FHA Loan For Mixed-Use Property Owners: Pitfalls

972
FHA Loan For Mixed-Use Property Owners

An FHA loan for mixed-use property owners is possible, for some properties. Actually, there are three FHA loan programs that allow mixed-use properties as collateral.

I am about to cover what these programs are and the things to look out for but first I must disclose this: To keep the lights on, Home Loan Mine uses affiliate links. A large numbers of the links on this site are such links. If you buy (or register) for something through one of those links, I make a small commission. With luck, enough to feed my imaginary capuchin monkey pet for a week.

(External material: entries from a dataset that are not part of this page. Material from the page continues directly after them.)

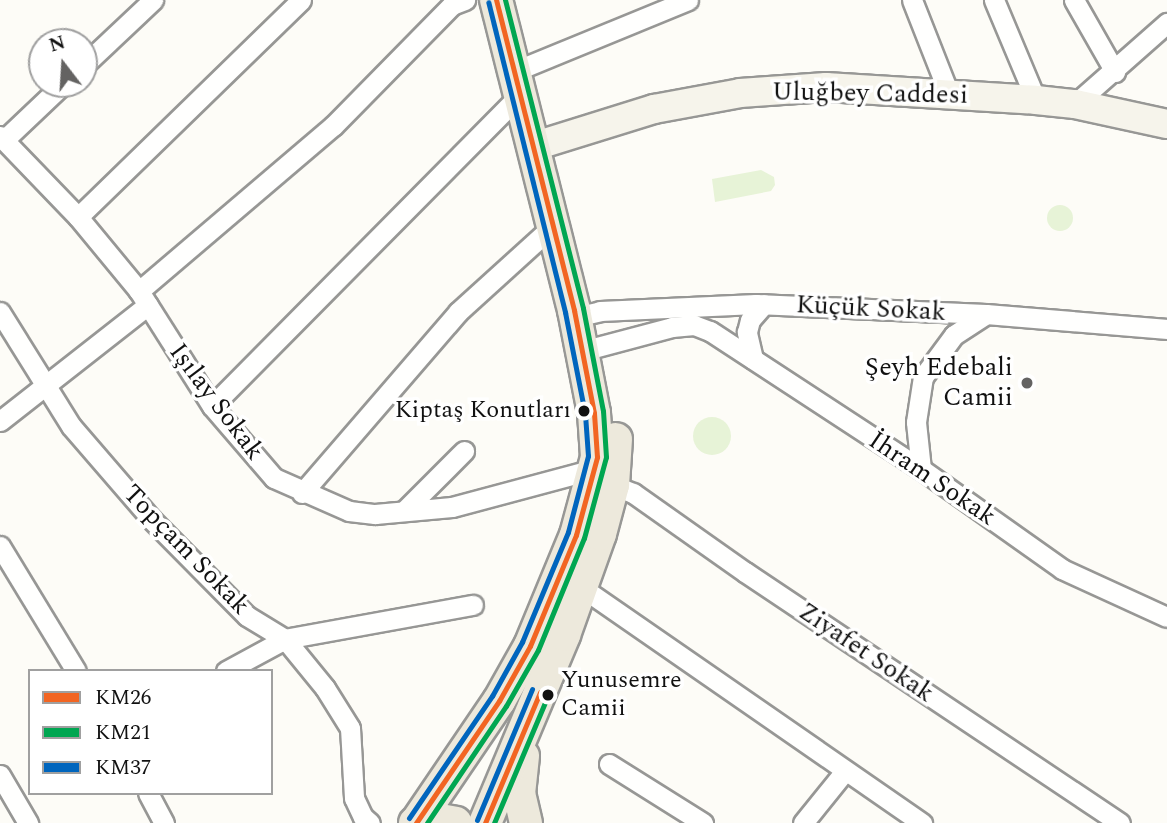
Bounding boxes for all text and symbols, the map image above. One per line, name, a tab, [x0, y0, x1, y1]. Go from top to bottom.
north arrow	[28, 28, 98, 98]
text: N	[46, 28, 69, 60]
street label: Uluğbey Caddesi	[772, 77, 968, 111]
street label: Küçük Sokak	[795, 289, 947, 329]
street label: Işılay Sokak	[162, 337, 270, 467]
place label: Şeyh Edebali Camii	[865, 352, 1013, 414]
marker: Şeyh Edebali Camii	[1019, 375, 1035, 391]
place label: Kiptaş Konutları	[395, 397, 571, 425]
marker: Kiptaş Konutları	[577, 404, 591, 418]
street label: İhram Sokak	[862, 425, 1002, 533]
street label: Topçam Sokak	[116, 478, 256, 622]
street label: Ziyafet Sokak	[792, 596, 940, 710]
place label: Yunusemre Cami̇i̇	[561, 667, 682, 723]
legend	[28, 669, 273, 795]
text: KM26	[95, 682, 151, 714]
marker: Yunusemre Cami̇i̇	[541, 688, 555, 702]
text: KM21	[95, 717, 151, 749]
text: KM37	[95, 752, 151, 784]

FHA Loan Programs for Mixed-Use Properties – Brief Overview

There are 4 loan programs the FHA has that can be used to purchase or refinance a 2-4 unit mixed-use property. I do not cover the basics of qualifying for an FHA mortgage; only the things that are different when you’re dealing with mixed-use properties.

1. Basic Home Mortgage Loan 203(b)

Like its name says, its the basic variety, the one most people think of when they think FHA loans.

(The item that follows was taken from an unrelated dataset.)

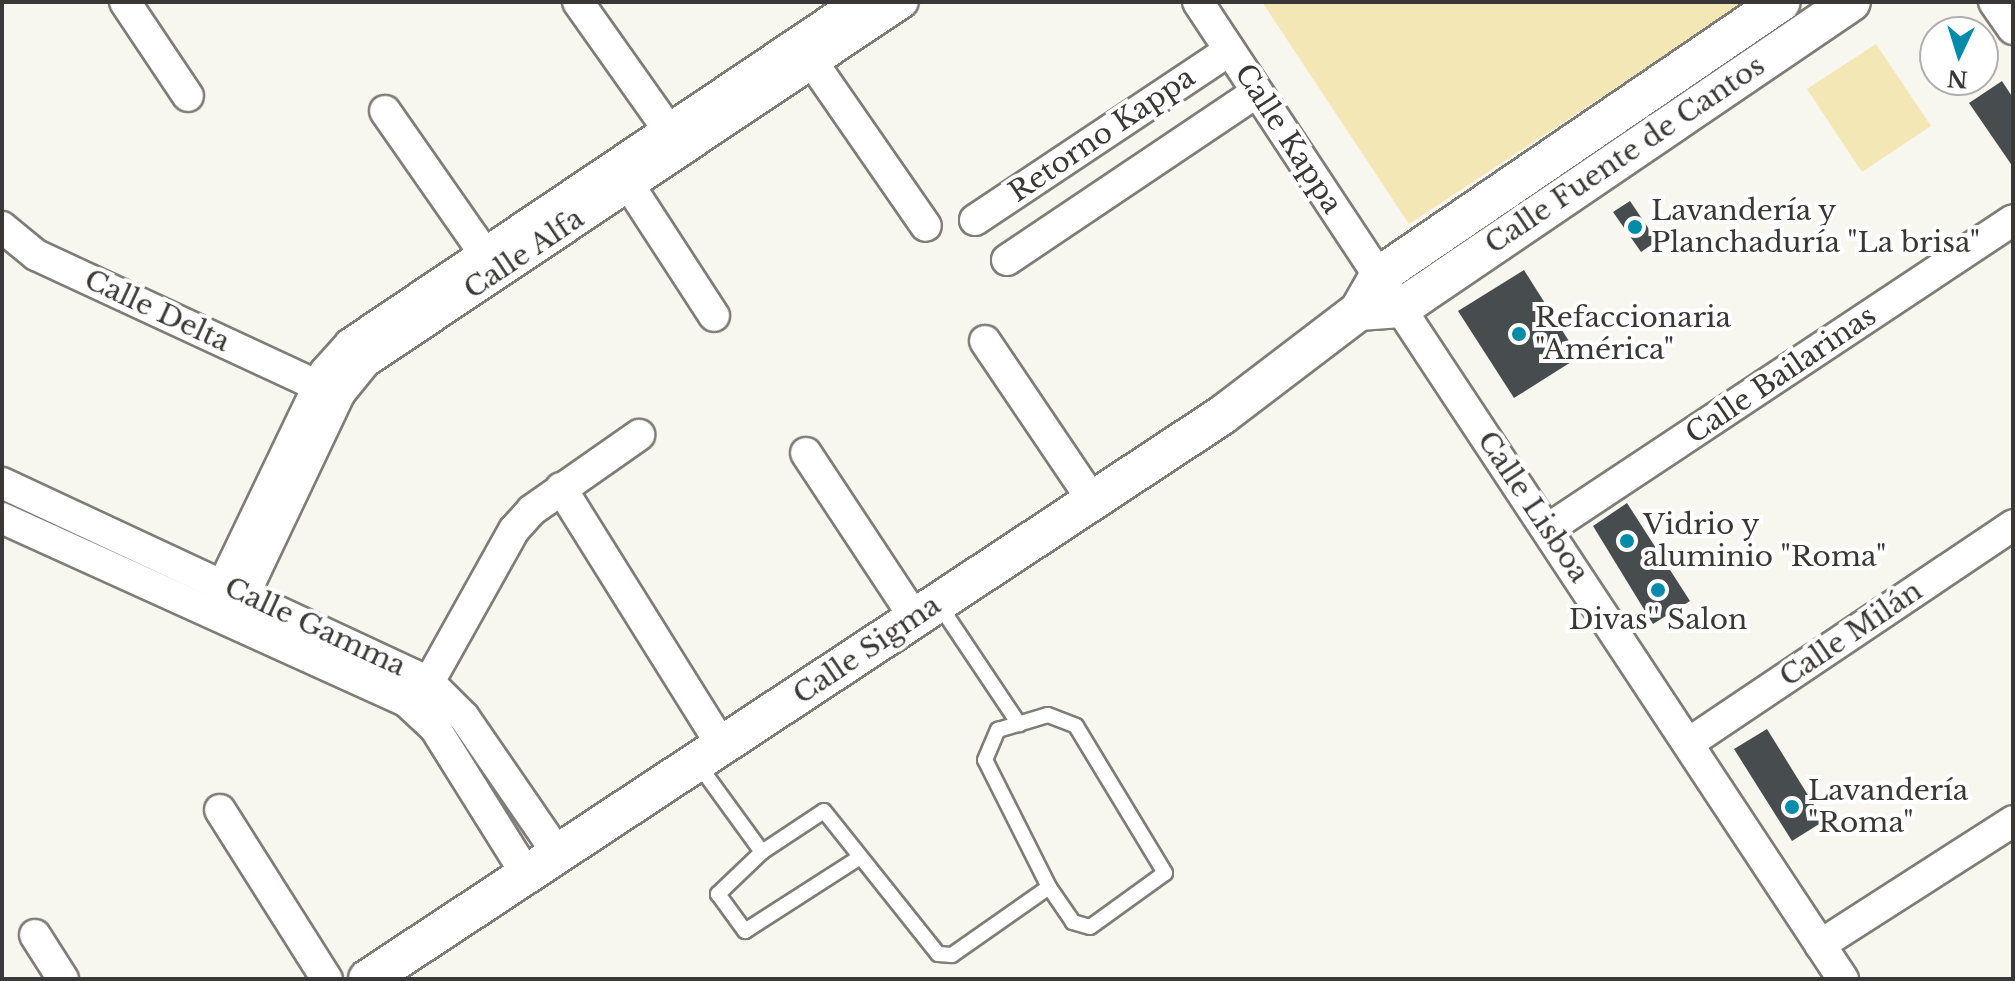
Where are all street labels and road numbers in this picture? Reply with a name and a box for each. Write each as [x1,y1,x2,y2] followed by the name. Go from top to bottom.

2. A Rehabilitation Mortgage 203(k) Standard

This is the full 203(k), the one you can do anything as long as you keep the original foundation structure. (If you want to build a brand new building, you’d have to get an FHA construction loan.

2. B Rehabilitation Mortgage 203(k) Limited

With this variation of the 203K loan program, repairs are limited to $35,000 and do cannot involve any structural changes.

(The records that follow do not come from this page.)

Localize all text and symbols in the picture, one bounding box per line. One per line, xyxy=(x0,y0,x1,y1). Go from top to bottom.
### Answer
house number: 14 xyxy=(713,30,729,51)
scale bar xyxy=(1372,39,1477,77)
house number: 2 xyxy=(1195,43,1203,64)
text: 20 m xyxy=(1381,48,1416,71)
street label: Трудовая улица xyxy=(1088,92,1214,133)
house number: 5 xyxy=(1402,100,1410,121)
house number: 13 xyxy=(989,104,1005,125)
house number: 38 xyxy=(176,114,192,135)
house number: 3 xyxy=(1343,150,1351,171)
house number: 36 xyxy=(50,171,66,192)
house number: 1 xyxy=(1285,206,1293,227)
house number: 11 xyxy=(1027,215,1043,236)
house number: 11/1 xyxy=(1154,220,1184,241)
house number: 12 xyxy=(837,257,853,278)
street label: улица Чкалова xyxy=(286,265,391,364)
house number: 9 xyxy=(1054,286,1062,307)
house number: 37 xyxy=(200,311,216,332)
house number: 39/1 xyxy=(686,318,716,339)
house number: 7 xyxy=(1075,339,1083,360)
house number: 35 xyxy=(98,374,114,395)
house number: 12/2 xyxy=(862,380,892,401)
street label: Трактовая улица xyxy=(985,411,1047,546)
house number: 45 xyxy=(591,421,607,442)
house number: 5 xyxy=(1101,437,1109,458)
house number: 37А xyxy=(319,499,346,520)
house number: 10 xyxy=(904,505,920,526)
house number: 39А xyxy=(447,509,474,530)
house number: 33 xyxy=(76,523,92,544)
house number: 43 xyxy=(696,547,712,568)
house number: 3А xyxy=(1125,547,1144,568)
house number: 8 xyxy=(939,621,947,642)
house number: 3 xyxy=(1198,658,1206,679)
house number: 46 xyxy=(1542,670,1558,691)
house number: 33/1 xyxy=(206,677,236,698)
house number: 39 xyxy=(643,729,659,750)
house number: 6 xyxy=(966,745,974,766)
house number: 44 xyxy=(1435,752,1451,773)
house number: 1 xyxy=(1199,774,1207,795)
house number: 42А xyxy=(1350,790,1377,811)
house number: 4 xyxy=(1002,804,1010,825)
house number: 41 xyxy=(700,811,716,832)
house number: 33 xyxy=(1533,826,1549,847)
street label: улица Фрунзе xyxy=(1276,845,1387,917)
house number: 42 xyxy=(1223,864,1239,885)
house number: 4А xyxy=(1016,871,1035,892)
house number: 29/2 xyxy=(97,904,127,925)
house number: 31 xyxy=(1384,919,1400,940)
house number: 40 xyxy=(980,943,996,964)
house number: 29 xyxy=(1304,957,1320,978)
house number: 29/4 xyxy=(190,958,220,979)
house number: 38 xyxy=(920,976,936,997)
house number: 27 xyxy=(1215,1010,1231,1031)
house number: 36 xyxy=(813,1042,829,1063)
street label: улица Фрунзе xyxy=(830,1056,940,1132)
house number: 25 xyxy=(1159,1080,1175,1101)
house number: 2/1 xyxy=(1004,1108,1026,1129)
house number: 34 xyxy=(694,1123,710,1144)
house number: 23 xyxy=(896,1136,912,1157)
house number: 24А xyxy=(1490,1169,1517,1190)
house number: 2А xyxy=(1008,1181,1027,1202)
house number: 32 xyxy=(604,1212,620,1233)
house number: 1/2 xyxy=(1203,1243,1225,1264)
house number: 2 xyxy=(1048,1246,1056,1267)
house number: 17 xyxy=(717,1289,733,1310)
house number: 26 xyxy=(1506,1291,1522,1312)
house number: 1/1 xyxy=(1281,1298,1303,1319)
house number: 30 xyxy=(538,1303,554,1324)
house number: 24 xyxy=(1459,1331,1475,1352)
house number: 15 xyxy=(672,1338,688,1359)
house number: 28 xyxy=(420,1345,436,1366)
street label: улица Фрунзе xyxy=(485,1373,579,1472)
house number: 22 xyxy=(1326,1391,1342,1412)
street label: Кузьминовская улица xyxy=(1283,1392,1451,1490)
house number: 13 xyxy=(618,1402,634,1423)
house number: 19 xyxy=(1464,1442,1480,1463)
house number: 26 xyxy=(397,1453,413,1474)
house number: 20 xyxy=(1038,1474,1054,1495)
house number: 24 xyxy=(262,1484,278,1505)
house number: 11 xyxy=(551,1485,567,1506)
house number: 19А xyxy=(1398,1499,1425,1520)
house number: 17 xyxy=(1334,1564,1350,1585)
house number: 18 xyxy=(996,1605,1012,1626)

3. HECM’s (Home Equity Conversion Mortgages, AKA Reverse Mortgages)

the joy of FHA for mixed-use property

These are mortgages for people who are at least 62 years old. Borrowers are not require that mortgage payments are made.

FHA Loans and Mixed-Use Properties

So, what’s different about FHA loans for mixed-use properties?

If you want an FHA loan to buy or refinance a mixed-use property, you must meet FHA’s rules that apply to all property types:

  • You must occupy one of the units as your primary residence
  • The property must be safe and structurally sound
  • You must meet the income and credit requirements, etc.

What you have to look out for with mixed-use properties is the residential percentage use of the property. No matter how many units you have, 2,3, or 4, at least minimum of 51 percent of the entire building square footage is for residential use.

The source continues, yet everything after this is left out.